__TASK DESCRIPTION__. In the records that follow, locate every line with "water" and extract it.

__TASK INPUTS__.
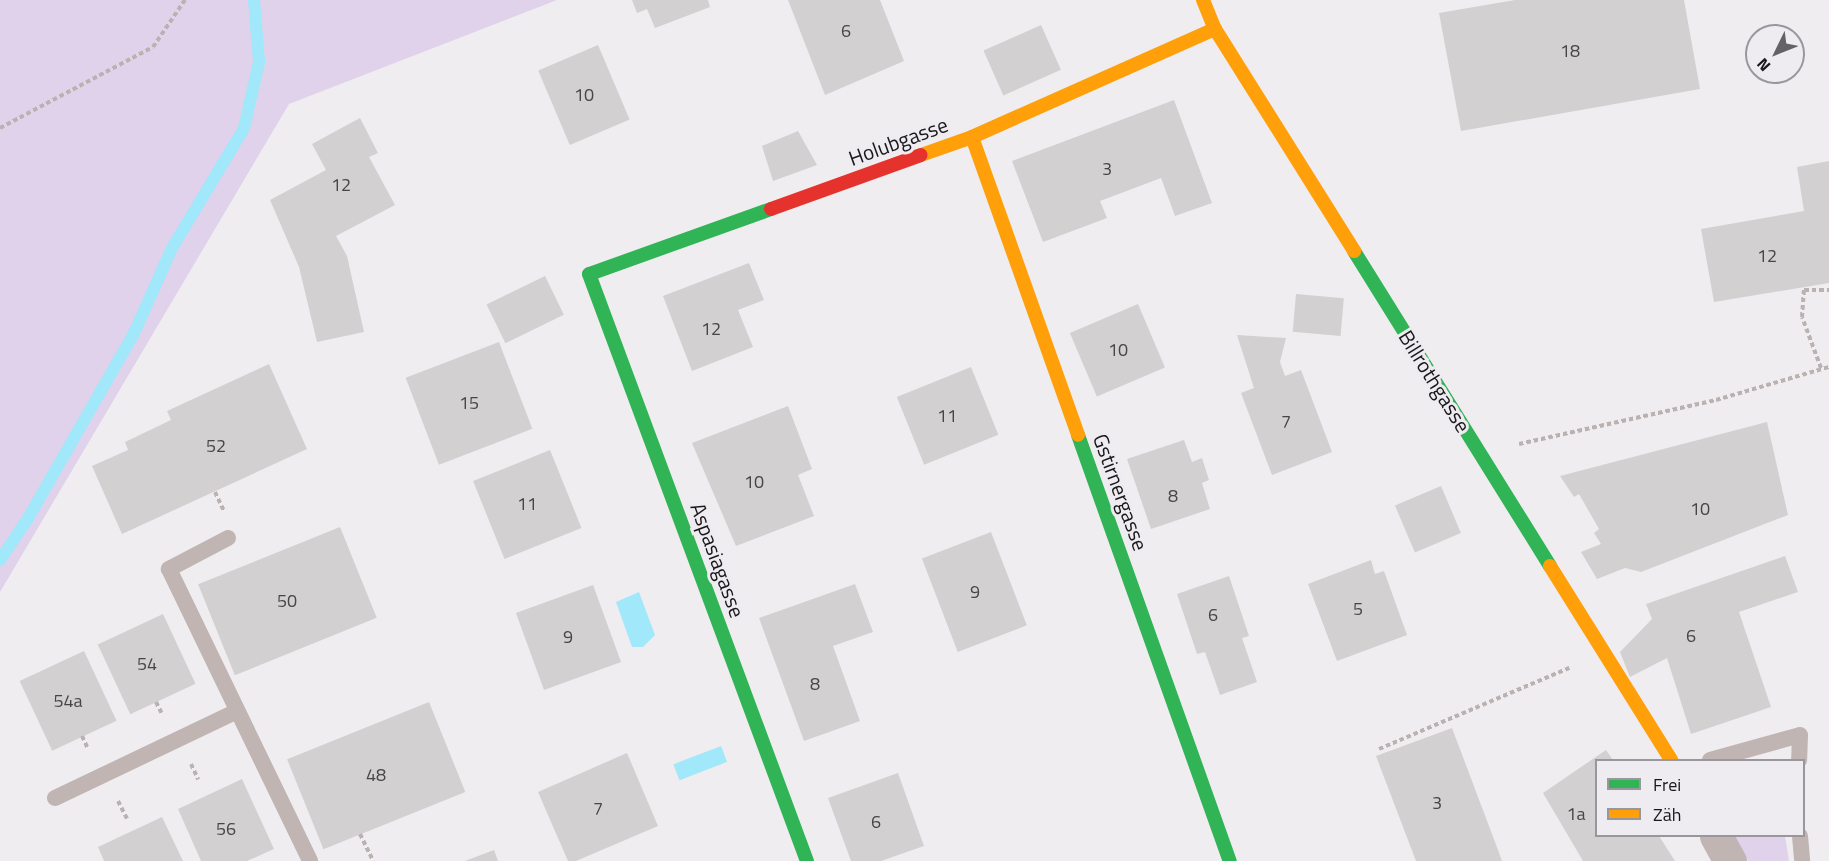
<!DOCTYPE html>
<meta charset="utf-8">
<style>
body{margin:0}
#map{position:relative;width:1829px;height:861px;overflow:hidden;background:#efedf0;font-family:"Titillium Web",sans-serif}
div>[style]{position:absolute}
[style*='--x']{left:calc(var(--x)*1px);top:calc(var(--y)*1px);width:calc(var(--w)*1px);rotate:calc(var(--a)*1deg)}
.green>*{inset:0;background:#e0d2ea}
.water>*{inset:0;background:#a0e8fa;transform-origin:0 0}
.stream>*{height:12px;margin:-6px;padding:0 6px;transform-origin:6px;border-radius:6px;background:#a0e8fa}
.building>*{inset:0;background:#d2d0d1;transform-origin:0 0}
.path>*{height:4px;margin-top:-2px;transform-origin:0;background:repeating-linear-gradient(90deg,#b9b2b0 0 4.5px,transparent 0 7.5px)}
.lane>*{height:16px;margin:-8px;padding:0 8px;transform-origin:8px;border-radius:8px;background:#c0b5b2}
.street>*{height:33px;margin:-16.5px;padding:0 16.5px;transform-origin:16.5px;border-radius:16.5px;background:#c0b5b2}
.fast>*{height:14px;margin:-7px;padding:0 7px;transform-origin:7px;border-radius:7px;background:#30b455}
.slow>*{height:14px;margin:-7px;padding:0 7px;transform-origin:7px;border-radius:7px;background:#ff9f0a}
.jam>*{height:14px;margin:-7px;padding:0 7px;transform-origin:7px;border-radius:7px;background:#e5322d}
span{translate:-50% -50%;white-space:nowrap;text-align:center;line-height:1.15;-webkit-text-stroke:6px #efecf1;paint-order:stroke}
.number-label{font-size:18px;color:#464547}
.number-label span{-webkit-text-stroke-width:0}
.street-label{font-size:21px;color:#181719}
.legend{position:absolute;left:1595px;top:759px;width:210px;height:78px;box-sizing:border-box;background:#efecf1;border:2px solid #99979b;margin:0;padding:8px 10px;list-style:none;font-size:18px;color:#181719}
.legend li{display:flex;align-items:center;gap:12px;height:30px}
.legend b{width:30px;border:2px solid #99979b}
.north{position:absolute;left:1745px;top:24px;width:60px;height:60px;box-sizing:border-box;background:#efecf1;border:2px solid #99979b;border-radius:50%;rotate:227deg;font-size:16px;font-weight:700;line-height:24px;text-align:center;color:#181719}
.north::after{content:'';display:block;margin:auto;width:21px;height:27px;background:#636264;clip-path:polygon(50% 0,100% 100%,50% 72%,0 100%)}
</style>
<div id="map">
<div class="green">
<div style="clip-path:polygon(0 0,557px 0,289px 104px,0 592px)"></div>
<div style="clip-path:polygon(1733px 836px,1785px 836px,1789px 861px,1748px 861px)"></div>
</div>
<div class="water">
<div style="clip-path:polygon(639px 592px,655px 635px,643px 647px,632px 647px,616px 602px)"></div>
<div style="left:721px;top:746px;width:17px;height:51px;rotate:69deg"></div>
</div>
<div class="stream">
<div style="--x:0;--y:560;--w:48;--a:-56"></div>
<div style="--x:27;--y:520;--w:215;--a:-60.2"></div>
<div style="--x:134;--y:333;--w:93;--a:-65.9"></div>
<div style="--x:172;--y:248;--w:140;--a:-59"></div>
<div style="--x:244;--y:128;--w:68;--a:-77.2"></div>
<div style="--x:259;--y:62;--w:62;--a:-94.6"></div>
</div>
<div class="building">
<div style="clip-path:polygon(632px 0,708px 0,710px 7px,655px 28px,647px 9px,637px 13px)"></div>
<div style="clip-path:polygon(788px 0,880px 0,904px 61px,825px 95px)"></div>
<div style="clip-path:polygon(1515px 0,1684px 0,1700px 89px,1461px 131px,1439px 13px)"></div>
<div style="left:1041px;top:25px;width:49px;height:63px;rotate:66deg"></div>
<div style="left:598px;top:45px;width:81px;height:65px;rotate:67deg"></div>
<div style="clip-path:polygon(1174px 100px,1212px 203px,1175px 216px,1161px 178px,1100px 201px,1107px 218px,1043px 242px,1012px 161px)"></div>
<div style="clip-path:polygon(360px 118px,378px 153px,369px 157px,395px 205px,336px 236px,347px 256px,364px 332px,317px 342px,299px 267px,270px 200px,326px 170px,312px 144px)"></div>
<div style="clip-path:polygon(798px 131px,817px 165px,773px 181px,762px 146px)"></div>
<div style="clip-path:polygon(1829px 161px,1829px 283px,1714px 302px,1701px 229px,1804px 211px,1797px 167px)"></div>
<div style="clip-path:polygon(749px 263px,764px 300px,738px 310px,753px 347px,692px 371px,663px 296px)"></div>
<div style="left:545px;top:276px;width:43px;height:65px;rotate:64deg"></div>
<div style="left:1296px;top:294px;width:48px;height:38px;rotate:5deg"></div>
<div style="left:1138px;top:304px;width:69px;height:74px;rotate:67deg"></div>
<div style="clip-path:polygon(1237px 335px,1286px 338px,1280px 362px,1285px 376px,1301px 370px,1332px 452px,1272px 475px,1241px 393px,1254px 388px)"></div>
<div style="left:499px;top:342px;width:93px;height:100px;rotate:69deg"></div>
<div style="clip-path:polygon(269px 364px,307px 449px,122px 534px,92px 466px,128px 450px,125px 442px,171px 420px,167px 411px)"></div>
<div style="left:971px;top:367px;width:73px;height:80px;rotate:68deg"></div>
<div style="clip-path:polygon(788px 406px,812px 469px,798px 475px,814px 516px,736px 546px,692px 443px)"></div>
<div style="clip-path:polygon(1767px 422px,1788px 515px,1641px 572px,1625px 568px,1597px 579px,1581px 552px,1601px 544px,1594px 533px,1599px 529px,1579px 494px,1574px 497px,1560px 476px)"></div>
<div style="clip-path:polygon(1184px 440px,1192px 462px,1202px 458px,1209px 480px,1202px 483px,1210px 509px,1151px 529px,1127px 459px)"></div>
<div style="left:550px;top:450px;width:84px;height:83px;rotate:68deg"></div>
<div style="left:1441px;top:486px;width:51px;height:50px;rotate:67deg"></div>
<div style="left:340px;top:527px;width:98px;height:153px;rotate:68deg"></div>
<div style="left:991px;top:532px;width:100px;height:74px;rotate:69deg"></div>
<div style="clip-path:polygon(1785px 556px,1798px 592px,1739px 612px,1771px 707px,1691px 734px,1667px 658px,1630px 677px,1620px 652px,1652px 619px,1646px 604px)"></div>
<div style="clip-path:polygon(1371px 560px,1375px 574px,1384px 571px,1407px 635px,1337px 661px,1308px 584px)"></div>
<div style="clip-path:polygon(1229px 576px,1249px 636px,1242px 638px,1257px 682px,1220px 695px,1205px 652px,1197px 654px,1177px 594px)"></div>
<div style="clip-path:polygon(855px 584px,873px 632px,833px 646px,860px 721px,804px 741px,759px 618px)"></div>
<div style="left:593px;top:585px;width:82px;height:82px;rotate:70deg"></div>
<div style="left:163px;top:614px;width:77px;height:72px;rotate:65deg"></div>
<div style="left:84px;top:651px;width:77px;height:71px;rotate:65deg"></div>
<div style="left:429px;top:702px;width:97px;height:153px;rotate:68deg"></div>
<div style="clip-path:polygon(1452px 728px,1498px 850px,1502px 861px,1416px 861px,1376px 756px)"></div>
<div style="clip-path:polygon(1606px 750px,1613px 760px,1596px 760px,1596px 836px,1659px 836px,1675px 861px,1583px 861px,1543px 793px)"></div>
<div style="clip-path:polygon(627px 753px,658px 826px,576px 861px,568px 861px,538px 792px)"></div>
<div style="clip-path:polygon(898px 773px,924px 846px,881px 861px,851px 861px,828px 798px)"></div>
<div style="clip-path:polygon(242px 779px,274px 849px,247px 861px,201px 861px,178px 809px)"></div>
<div style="clip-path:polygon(162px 817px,183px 861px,104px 861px,98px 847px)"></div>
<div style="clip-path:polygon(494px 850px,498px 861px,465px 861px)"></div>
</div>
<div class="path">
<div style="--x:0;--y:128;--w:173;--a:-27.9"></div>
<div style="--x:153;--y:47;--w:57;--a:-55.8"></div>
<div style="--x:1821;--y:368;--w:54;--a:-110.4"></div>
<div style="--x:1802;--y:317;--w:27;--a:-86"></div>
<div style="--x:1804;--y:290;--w:25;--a:0"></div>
<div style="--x:1519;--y:444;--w:202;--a:-12.6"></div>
<div style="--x:1716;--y:400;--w:118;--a:-16.3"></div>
<div style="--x:215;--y:492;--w:21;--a:65"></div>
<div style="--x:156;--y:702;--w:13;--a:63"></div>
<div style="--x:82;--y:736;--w:14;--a:65"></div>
<div style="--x:1379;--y:749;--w:207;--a:-23.1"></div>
<div style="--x:191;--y:764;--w:17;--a:65"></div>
<div style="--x:118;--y:801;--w:20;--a:63"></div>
<div style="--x:360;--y:834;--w:30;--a:64"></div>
</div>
<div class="lane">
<div style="--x:228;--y:538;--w:67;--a:152.3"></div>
<div style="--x:169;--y:569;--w:324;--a:64.2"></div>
<div style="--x:1710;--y:760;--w:93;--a:-15.5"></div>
<div style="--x:1800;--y:735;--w:25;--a:92"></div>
<div style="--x:55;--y:798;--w:199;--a:-25.5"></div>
<div style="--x:1800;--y:836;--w:25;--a:85"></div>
</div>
<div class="street">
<div style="--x:1716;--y:836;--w:29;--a:61"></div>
</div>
<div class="fast">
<div style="--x:771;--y:209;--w:193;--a:160.3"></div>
<div style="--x:589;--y:274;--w:626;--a:69.63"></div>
<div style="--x:1354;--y:251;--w:371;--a:58.1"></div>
<div style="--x:1078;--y:435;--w:452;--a:70.4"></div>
</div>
<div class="slow">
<div style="--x:1203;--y:0;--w:31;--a:68"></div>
<div style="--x:1215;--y:29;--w:262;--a:57.9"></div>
<div style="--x:972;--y:137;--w:316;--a:70.4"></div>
<div style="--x:921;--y:155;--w:54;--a:-19.4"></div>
<div style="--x:972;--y:137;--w:266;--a:-24"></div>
<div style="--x:1550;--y:566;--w:229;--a:58"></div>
</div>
<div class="jam">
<div style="--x:771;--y:209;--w:159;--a:-19.8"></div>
</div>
<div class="number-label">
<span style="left:846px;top:31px">6</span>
<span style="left:1570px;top:51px">18</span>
<span style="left:584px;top:95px">10</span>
<span style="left:1107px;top:169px">3</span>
<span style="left:341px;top:185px">12</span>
<span style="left:1767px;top:256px">12</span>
<span style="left:711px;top:329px">12</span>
<span style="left:1118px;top:350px">10</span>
<span style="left:469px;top:403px">15</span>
<span style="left:947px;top:416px">11</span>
<span style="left:1286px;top:422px">7</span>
<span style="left:216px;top:446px">52</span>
<span style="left:754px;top:482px">10</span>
<span style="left:1173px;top:496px">8</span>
<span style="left:527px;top:504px">11</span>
<span style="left:1700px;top:509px">10</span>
<span style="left:975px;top:592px">9</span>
<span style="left:287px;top:601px">50</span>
<span style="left:1358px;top:609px">5</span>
<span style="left:1213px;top:615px">6</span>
<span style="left:1691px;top:636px">6</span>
<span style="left:568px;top:637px">9</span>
<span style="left:147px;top:664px">54</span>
<span style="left:815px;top:684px">8</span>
<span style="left:68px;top:701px">54a</span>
<span style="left:376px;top:775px">48</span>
<span style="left:1437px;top:803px">3</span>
<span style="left:598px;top:809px">7</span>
<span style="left:1576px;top:814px">1a</span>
<span style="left:876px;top:822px">6</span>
<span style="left:226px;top:829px">56</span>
</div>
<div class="street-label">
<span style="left:898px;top:141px;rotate:-20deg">Holubgasse</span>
<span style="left:1435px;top:381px;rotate:58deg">Billrothgasse</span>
<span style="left:1121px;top:492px;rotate:70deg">Gstirnergasse</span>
<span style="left:718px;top:560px;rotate:70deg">Aspasiagasse</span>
</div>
<ul class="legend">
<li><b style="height:8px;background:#30b455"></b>Frei</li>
<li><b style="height:8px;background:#ff9f0a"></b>Zäh</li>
</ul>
<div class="north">N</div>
</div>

__RESPONSE TO THE EXERCISE__.
.water>*{inset:0;background:#a0e8fa;transform-origin:0 0}
<div class="water">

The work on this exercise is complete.